- _BRIEF_
Beneath this line are entries. Copy the range from the line with "Annotate the map" to the line with "Find all labels, markers", ends included, exactly; leave pictures out.

[Dataset entries]
[Start of Attachment]

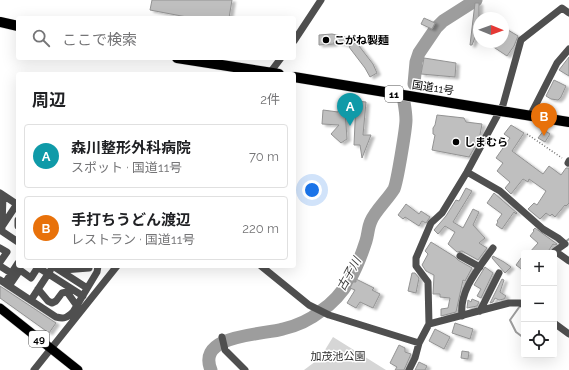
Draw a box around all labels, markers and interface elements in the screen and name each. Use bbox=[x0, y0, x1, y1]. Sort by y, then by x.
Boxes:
north arrow bbox=[473, 12, 509, 48]
search box bbox=[16, 16, 296, 60]
icon: search bbox=[30, 27, 52, 49]
text: ここで検索 bbox=[62, 31, 137, 49]
place label: こがね製麺 bbox=[334, 34, 389, 47]
marker: こがね製麺 bbox=[321, 35, 331, 45]
street label: 国道11号 bbox=[411, 78, 455, 98]
road number: 11 bbox=[385, 86, 403, 102]
text: 周辺 bbox=[32, 90, 66, 110]
text: 2件 bbox=[260, 92, 280, 107]
pin: A bbox=[337, 93, 363, 126]
pin: B bbox=[531, 103, 557, 136]
place label: しまむら bbox=[464, 136, 508, 149]
marker: しまむら bbox=[451, 137, 461, 147]
text: 森川整形外科病院 bbox=[71, 139, 191, 157]
text: A bbox=[42, 149, 50, 164]
text: 70 m bbox=[249, 149, 279, 164]
text: スポット · 国道11号 bbox=[71, 160, 182, 175]
your location bbox=[302, 180, 322, 200]
text: 手打ちうどん渡辺 bbox=[71, 211, 191, 229]
text: B bbox=[42, 221, 50, 236]
text: 220 m bbox=[242, 221, 279, 236]
text: レストラン · 国道11号 bbox=[71, 232, 195, 247]
map controls bbox=[521, 250, 557, 358]
button: + bbox=[521, 250, 557, 286]
water label: 古子川 bbox=[334, 253, 365, 293]
button: − bbox=[521, 286, 557, 322]
button: locate bbox=[521, 322, 557, 358]
road number: 49 bbox=[29, 331, 49, 347]
park label: 加茂池公園 bbox=[311, 350, 366, 363]

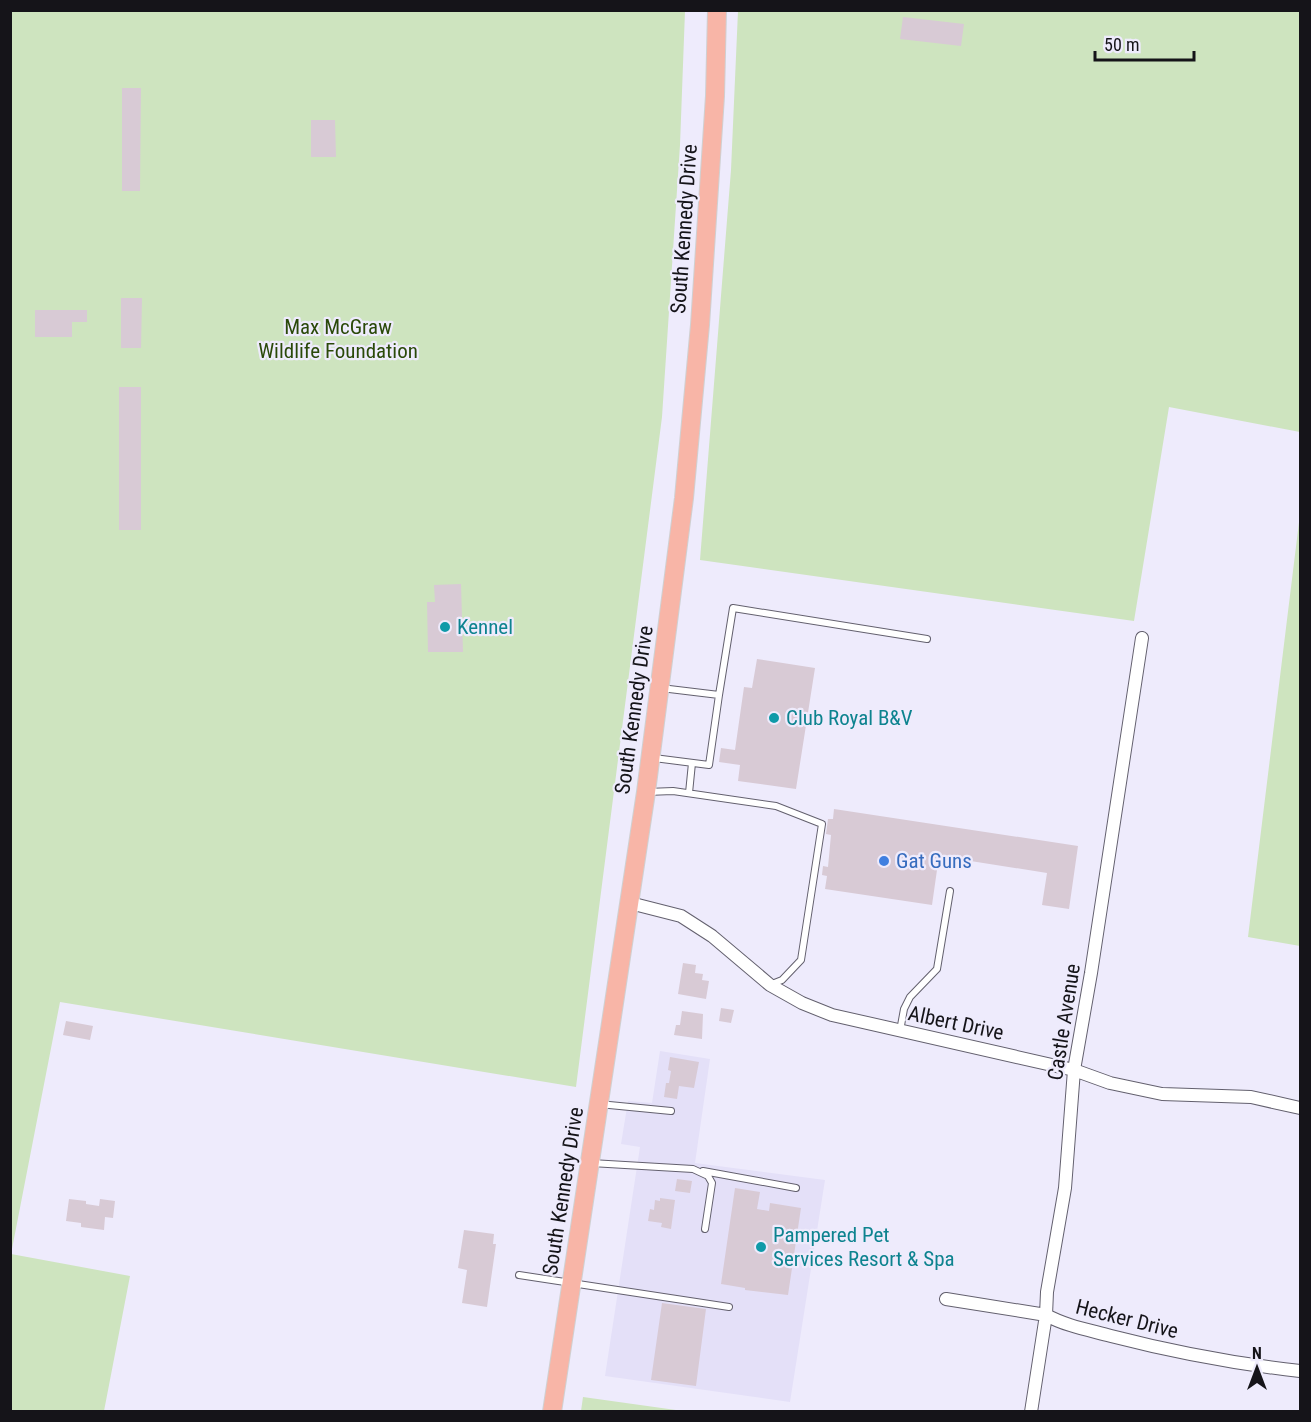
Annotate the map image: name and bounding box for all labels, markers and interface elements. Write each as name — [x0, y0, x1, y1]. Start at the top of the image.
scale bar — [1095, 24, 1194, 62]
text: 50 m — [1104, 34, 1139, 55]
street label: South Kennedy Drive — [666, 143, 702, 315]
park label: Max McGraw Wildlife Foundation — [258, 315, 418, 363]
place label: Kennel — [457, 615, 513, 639]
marker: Kennel — [438, 620, 452, 634]
street label: South Kennedy Drive — [610, 624, 658, 796]
place label: Club Royal B&V — [786, 706, 913, 730]
marker: Club Royal B&V — [767, 711, 781, 725]
place label: Gat Guns — [896, 849, 972, 873]
marker: Gat Guns — [877, 854, 891, 868]
street label: Castle Avenue — [1043, 962, 1085, 1082]
street label: Albert Drive — [906, 1001, 1006, 1045]
street label: South Kennedy Drive — [538, 1105, 588, 1277]
place label: Pampered Pet Services Resort & Spa — [773, 1223, 955, 1271]
marker: Pampered Pet Services Resort & Spa — [754, 1240, 768, 1254]
street label: Hecker Drive — [1073, 1295, 1181, 1343]
north arrow — [1227, 1338, 1287, 1398]
text: N — [1252, 1344, 1262, 1363]

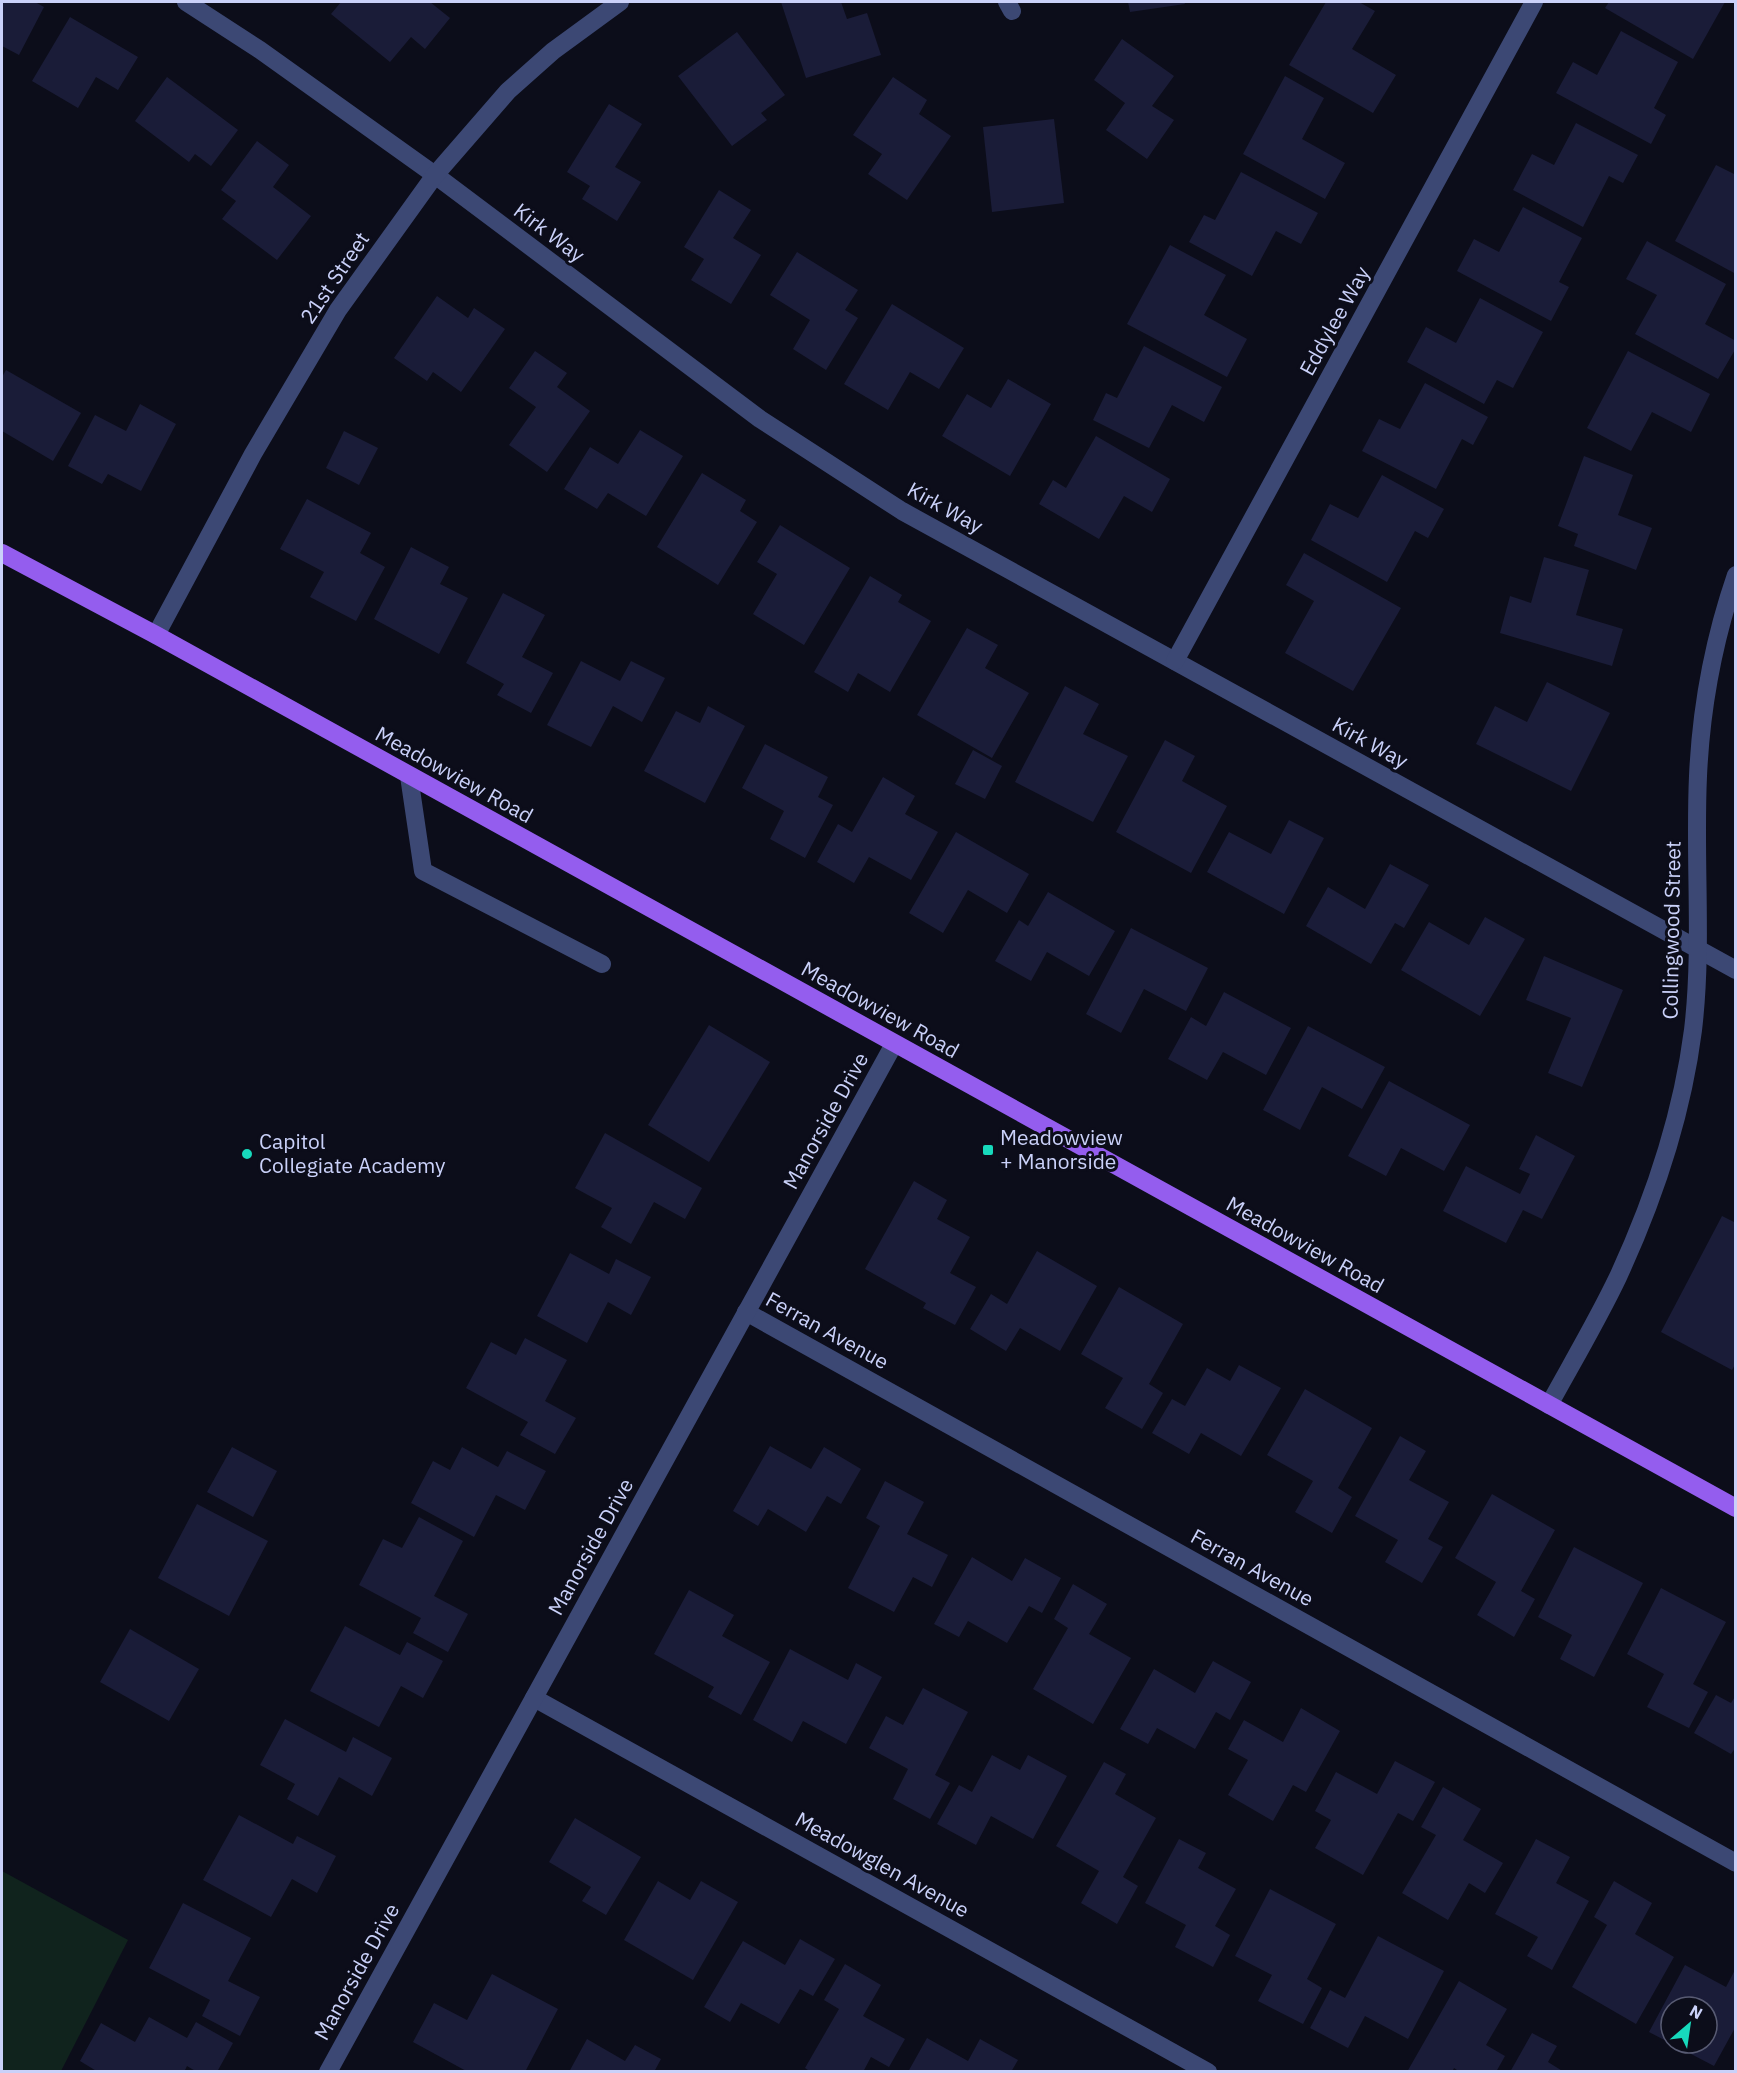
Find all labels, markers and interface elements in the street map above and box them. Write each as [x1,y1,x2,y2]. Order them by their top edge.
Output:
street label: Kirk Way [508,196,591,268]
street label: 21st Street [293,226,375,329]
street label: Eddylee Way [1293,260,1376,380]
street label: Kirk Way [903,475,989,540]
street label: Kirk Way [1328,710,1414,775]
street label: Meadowview Road [371,719,538,829]
street label: Collingwood Street [1655,840,1687,1020]
street label: Meadowview Road [797,954,964,1064]
street label: Manorside Drive [776,1047,874,1194]
place label: Meadowview + Manorside [1000,1123,1123,1175]
place label: Capitol Collegiate Academy [259,1127,446,1179]
marker: Meadowview + Manorside [981,1143,995,1157]
marker: Capitol Collegiate Academy [240,1147,254,1161]
street label: Meadowview Road [1222,1189,1389,1299]
street label: Ferran Avenue [761,1285,894,1375]
street label: Manorside Drive [541,1473,639,1620]
street label: Ferran Avenue [1186,1522,1319,1612]
street label: Meadowglen Avenue [791,1805,974,1924]
street label: Manorside Drive [307,1898,405,2045]
north arrow [1659,1995,1719,2055]
text: N [1686,2000,1706,2023]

[End of Attachment]

- _OUTPUT BELOW_
Annotate the map image: name and bounding box for all labels, markers and interface elements. Write each as name — [x0, y0, x1, y1]. Start at the top of the image.
scale bar — [1095, 24, 1194, 62]
text: 50 m — [1104, 34, 1139, 55]
street label: South Kennedy Drive — [666, 143, 702, 315]
park label: Max McGraw Wildlife Foundation — [258, 315, 418, 363]
place label: Kennel — [457, 615, 513, 639]
marker: Kennel — [438, 620, 452, 634]
street label: South Kennedy Drive — [610, 624, 658, 796]
place label: Club Royal B&V — [786, 706, 913, 730]
marker: Club Royal B&V — [767, 711, 781, 725]
place label: Gat Guns — [896, 849, 972, 873]
marker: Gat Guns — [877, 854, 891, 868]
street label: Castle Avenue — [1043, 962, 1085, 1082]
street label: Albert Drive — [906, 1001, 1006, 1045]
street label: South Kennedy Drive — [538, 1105, 588, 1277]
place label: Pampered Pet Services Resort & Spa — [773, 1223, 955, 1271]
marker: Pampered Pet Services Resort & Spa — [754, 1240, 768, 1254]
street label: Hecker Drive — [1073, 1295, 1181, 1343]
north arrow — [1227, 1338, 1287, 1398]
text: N — [1252, 1344, 1262, 1363]

Find all labels, markers and interface elements in the street map above and box them. Write each as [x1,y1,x2,y2]. Order them by their top edge.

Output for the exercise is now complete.